WORK ITEM: The output should consist solely of the line containing "I need the bounding" and all lines after it through the final line of the entries below, reproduced exactly.

★ ★ ★

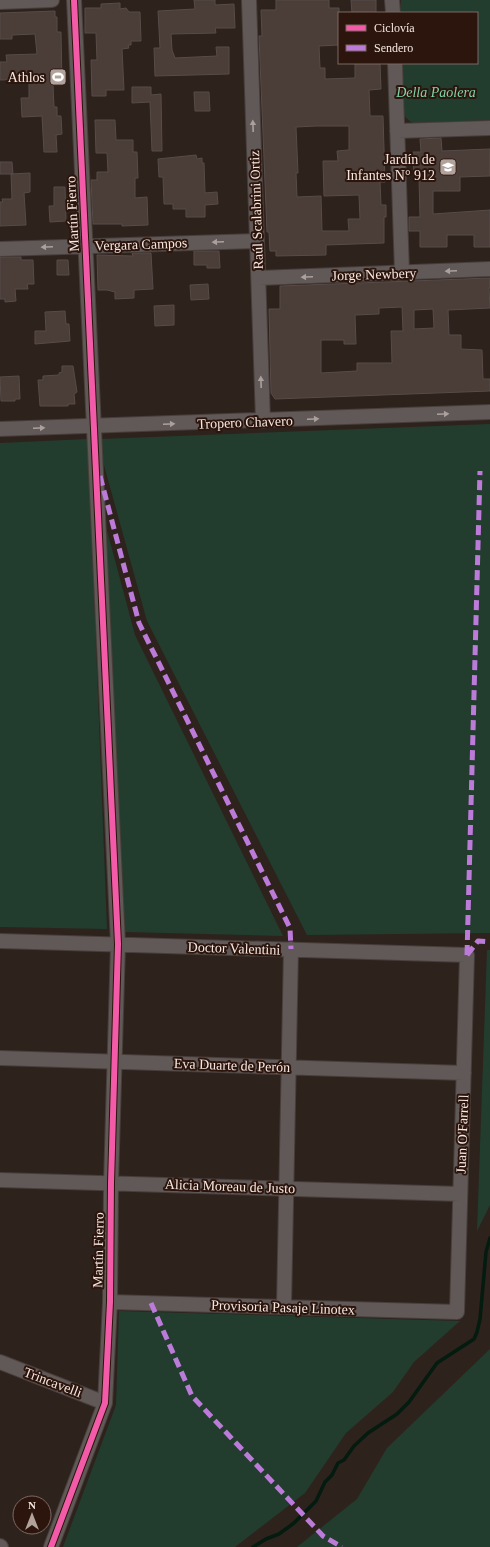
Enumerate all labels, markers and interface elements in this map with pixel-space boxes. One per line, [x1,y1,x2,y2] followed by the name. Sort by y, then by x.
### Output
[338,12,478,64] legend
[374,21,415,35] text: Ciclovía
[374,41,413,55] text: Sendero
[48,67,68,87] sports icon: Athlos
[8,70,45,85] place label: Athlos
[395,85,476,100] park label: Della Paolera
[250,119,256,132] one-way arrow
[247,150,266,270] street label: Raúl Scalabrini Ortiz
[346,152,435,183] place label: Jardín de Infantes N° 912
[438,157,458,177] school or university icon: Jardín de Infantes N° 912
[63,176,82,252] street label: Martín Fierro
[94,235,188,254] street label: Vergara Campos
[211,239,224,245] one-way arrow
[40,244,53,250] one-way arrow
[331,266,417,283] street label: Jorge Newbery
[444,268,457,274] one-way arrow
[301,273,313,280] one-way arrow
[258,376,265,388] one-way arrow
[437,411,450,417] one-way arrow
[197,413,293,432] street label: Tropero Chavero
[307,416,320,422] one-way arrow
[163,421,176,427] one-way arrow
[33,425,46,431] one-way arrow
[187,939,281,958] street label: Doctor Valentini
[174,1056,290,1075] street label: Eva Duarte de Perón
[454,1094,471,1174] street label: Juan O'Farrell
[165,1177,295,1196] street label: Alicia Moreau de Justo
[90,1212,107,1288] street label: Martín Fierro
[211,1297,355,1318] street label: Provisoria Pasaje Linotex
[22,1365,84,1400] street label: Trincavelli
[12,1495,52,1535] north arrow
[28,1499,36,1511] text: N

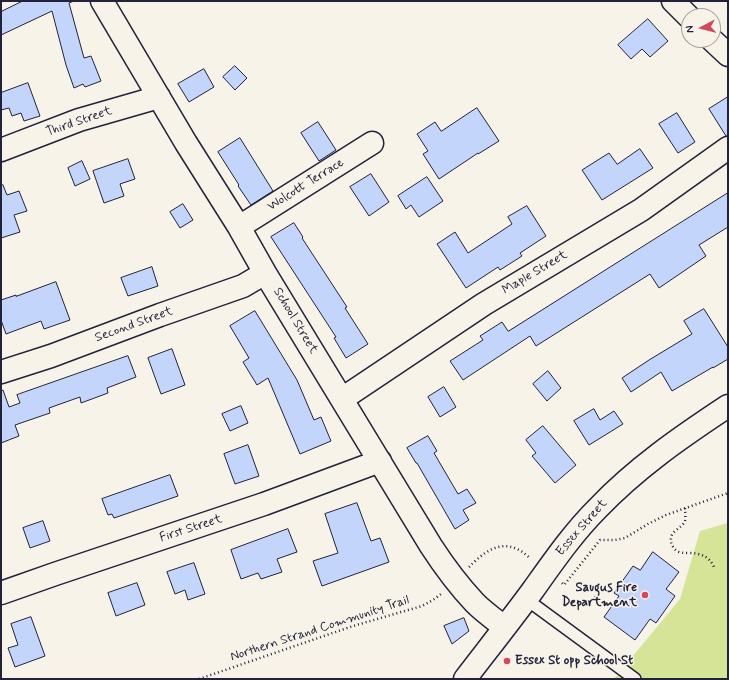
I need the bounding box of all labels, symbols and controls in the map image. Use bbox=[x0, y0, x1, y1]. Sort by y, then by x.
north arrow bbox=[681, 8, 721, 48]
text: N bbox=[683, 25, 697, 34]
street label: Third Street bbox=[44, 103, 114, 141]
street label: Wolcott Terrace bbox=[265, 155, 347, 215]
street label: Maple Street bbox=[500, 247, 570, 299]
street label: School Street bbox=[269, 285, 321, 357]
street label: Second Street bbox=[93, 304, 175, 346]
street label: Essex Street bbox=[553, 496, 611, 560]
street label: First Street bbox=[158, 512, 224, 546]
place label: Saugus Fire Department bbox=[562, 580, 637, 611]
marker: Saugus Fire Department bbox=[640, 590, 650, 600]
street label: Northern Strand Community Trail bbox=[229, 593, 411, 665]
place label: Essex St opp School St bbox=[515, 653, 633, 669]
marker: Essex St opp School St bbox=[502, 656, 512, 666]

★ ★ ★

TASK RESPONSE:
I need the bounding box of all labels, symbols and controls in the map image. Use bbox=[x0, y0, x1, y1]. Sort by y, then by x.
north arrow bbox=[681, 8, 721, 48]
text: N bbox=[683, 25, 697, 34]
street label: Third Street bbox=[44, 103, 114, 141]
street label: Wolcott Terrace bbox=[265, 155, 347, 215]
street label: Maple Street bbox=[500, 247, 570, 299]
street label: School Street bbox=[269, 285, 321, 357]
street label: Second Street bbox=[93, 304, 175, 346]
street label: Essex Street bbox=[553, 496, 611, 560]
street label: First Street bbox=[158, 512, 224, 546]
place label: Saugus Fire Department bbox=[562, 580, 637, 611]
marker: Saugus Fire Department bbox=[640, 590, 650, 600]
street label: Northern Strand Community Trail bbox=[229, 593, 411, 665]
place label: Essex St opp School St bbox=[515, 653, 633, 669]
marker: Essex St opp School St bbox=[502, 656, 512, 666]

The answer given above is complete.